/---

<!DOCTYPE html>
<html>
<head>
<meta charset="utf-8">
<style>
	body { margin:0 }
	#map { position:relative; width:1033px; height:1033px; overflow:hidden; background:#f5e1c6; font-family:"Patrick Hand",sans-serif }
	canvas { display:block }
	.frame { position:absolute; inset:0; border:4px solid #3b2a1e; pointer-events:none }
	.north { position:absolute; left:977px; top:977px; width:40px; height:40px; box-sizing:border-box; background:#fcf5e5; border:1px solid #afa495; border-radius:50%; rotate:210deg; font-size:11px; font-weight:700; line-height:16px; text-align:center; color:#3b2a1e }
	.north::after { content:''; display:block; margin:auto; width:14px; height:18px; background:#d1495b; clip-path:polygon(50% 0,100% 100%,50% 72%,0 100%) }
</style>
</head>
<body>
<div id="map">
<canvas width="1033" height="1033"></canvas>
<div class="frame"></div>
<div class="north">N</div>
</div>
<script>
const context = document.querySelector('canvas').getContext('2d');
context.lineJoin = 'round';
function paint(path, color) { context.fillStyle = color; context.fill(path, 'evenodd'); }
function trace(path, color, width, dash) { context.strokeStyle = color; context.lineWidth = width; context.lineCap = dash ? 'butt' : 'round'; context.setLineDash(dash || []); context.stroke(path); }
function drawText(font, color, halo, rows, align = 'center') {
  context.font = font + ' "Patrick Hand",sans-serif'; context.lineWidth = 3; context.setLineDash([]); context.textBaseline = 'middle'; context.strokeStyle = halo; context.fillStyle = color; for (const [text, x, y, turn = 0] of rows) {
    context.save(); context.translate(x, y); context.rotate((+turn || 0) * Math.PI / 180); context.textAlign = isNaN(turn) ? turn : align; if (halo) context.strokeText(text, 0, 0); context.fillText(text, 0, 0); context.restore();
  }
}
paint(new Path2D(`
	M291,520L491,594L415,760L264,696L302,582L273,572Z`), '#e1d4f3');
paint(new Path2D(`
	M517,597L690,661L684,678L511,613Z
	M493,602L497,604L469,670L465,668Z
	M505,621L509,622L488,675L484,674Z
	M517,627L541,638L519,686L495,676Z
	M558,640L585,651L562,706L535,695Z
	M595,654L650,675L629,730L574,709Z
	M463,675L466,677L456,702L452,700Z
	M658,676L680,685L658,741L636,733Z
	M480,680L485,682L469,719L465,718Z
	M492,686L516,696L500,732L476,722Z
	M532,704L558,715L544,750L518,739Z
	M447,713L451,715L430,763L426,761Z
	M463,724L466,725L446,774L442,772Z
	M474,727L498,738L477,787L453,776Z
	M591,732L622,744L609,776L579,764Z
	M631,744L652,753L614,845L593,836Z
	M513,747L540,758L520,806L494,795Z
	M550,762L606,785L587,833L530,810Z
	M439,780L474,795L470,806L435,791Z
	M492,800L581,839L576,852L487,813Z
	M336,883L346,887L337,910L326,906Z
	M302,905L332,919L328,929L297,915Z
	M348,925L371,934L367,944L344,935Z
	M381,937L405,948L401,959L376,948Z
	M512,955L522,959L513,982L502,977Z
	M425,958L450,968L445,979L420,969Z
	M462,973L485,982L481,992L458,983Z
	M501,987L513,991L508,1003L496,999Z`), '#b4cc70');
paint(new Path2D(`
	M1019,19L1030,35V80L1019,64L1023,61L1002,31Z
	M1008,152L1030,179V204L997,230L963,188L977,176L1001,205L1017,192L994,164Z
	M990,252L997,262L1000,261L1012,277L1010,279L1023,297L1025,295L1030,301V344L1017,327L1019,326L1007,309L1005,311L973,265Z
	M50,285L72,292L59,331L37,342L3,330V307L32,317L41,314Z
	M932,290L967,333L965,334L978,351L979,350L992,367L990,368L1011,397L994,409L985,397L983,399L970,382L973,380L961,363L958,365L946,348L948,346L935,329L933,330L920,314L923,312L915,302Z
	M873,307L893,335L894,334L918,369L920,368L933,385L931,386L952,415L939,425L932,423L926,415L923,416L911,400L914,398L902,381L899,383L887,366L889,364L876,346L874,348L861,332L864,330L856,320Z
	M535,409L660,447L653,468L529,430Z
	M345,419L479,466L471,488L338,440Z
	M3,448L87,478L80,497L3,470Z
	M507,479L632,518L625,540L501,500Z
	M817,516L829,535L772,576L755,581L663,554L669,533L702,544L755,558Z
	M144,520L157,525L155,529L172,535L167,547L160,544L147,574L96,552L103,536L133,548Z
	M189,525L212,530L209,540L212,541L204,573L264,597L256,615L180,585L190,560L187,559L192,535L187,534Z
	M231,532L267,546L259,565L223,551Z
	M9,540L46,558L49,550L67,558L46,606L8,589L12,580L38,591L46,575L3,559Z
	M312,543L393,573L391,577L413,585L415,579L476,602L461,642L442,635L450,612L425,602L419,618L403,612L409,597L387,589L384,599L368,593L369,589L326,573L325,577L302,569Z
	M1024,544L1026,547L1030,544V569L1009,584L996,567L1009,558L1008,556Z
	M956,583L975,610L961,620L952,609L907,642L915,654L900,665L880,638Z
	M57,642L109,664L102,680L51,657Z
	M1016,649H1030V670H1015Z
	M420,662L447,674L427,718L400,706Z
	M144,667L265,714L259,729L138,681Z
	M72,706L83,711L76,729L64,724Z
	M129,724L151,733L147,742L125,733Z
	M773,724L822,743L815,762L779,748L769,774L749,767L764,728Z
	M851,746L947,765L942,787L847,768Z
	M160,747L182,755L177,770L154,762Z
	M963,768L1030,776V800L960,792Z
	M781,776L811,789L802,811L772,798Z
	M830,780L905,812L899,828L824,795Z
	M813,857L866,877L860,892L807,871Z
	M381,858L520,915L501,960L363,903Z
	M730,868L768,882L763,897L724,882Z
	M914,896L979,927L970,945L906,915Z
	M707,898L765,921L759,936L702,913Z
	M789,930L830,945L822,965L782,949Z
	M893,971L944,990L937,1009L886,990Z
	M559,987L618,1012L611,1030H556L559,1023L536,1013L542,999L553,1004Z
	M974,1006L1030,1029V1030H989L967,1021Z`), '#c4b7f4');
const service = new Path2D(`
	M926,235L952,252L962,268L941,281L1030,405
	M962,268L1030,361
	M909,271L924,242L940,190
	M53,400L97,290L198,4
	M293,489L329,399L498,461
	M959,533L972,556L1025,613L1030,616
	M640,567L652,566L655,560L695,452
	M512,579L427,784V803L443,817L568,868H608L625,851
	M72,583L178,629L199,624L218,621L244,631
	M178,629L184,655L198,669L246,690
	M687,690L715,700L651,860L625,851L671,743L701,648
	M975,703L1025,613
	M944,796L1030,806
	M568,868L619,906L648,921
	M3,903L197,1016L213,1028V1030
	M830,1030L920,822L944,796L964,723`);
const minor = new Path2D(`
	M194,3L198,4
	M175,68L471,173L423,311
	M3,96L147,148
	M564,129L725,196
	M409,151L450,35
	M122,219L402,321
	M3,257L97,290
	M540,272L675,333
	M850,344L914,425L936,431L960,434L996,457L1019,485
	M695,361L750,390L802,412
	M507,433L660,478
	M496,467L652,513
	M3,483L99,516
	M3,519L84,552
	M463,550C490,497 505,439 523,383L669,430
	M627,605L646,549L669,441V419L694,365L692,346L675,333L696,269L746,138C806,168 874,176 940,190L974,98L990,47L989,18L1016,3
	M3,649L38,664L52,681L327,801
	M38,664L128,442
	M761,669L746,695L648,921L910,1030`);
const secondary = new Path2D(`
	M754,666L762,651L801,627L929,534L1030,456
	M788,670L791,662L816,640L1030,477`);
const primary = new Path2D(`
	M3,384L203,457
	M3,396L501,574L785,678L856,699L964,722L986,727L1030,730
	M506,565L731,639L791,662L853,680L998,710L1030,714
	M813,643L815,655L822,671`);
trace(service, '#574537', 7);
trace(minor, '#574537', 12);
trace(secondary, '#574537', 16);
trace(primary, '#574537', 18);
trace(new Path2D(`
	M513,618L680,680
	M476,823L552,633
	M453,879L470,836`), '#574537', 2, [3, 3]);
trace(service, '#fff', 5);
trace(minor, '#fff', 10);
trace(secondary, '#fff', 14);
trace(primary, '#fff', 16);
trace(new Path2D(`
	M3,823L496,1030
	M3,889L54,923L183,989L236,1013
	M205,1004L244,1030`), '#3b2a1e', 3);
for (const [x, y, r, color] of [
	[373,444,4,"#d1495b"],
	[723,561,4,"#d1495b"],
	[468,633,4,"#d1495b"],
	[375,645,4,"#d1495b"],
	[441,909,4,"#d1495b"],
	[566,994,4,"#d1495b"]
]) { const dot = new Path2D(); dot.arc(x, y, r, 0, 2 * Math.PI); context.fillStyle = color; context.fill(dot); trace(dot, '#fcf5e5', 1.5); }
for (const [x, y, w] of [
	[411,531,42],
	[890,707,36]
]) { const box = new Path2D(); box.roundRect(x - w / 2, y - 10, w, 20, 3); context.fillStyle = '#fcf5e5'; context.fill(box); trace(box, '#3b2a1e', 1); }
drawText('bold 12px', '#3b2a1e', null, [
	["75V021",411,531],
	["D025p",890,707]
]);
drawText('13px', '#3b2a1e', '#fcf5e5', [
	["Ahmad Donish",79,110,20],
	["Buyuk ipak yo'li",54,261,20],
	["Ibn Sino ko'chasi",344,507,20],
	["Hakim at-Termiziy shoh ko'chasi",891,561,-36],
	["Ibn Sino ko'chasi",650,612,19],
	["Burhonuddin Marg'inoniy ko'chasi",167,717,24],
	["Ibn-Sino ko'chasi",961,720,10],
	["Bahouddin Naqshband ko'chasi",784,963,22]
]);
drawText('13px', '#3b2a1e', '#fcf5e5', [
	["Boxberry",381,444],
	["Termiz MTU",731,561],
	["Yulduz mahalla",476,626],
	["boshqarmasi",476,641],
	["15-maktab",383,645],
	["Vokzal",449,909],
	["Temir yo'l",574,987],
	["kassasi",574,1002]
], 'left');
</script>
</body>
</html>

\---

Look through the entries above and find each line where the word "function" occurs; copy those lines.

## Exercise answer
function paint(path, color) { context.fillStyle = color; context.fill(path, 'evenodd'); }
function trace(path, color, width, dash) { context.strokeStyle = color; context.lineWidth = width; context.lineCap = dash ? 'butt' : 'round'; context.setLineDash(dash || []); context.stroke(path); }
function drawText(font, color, halo, rows, align = 'center') {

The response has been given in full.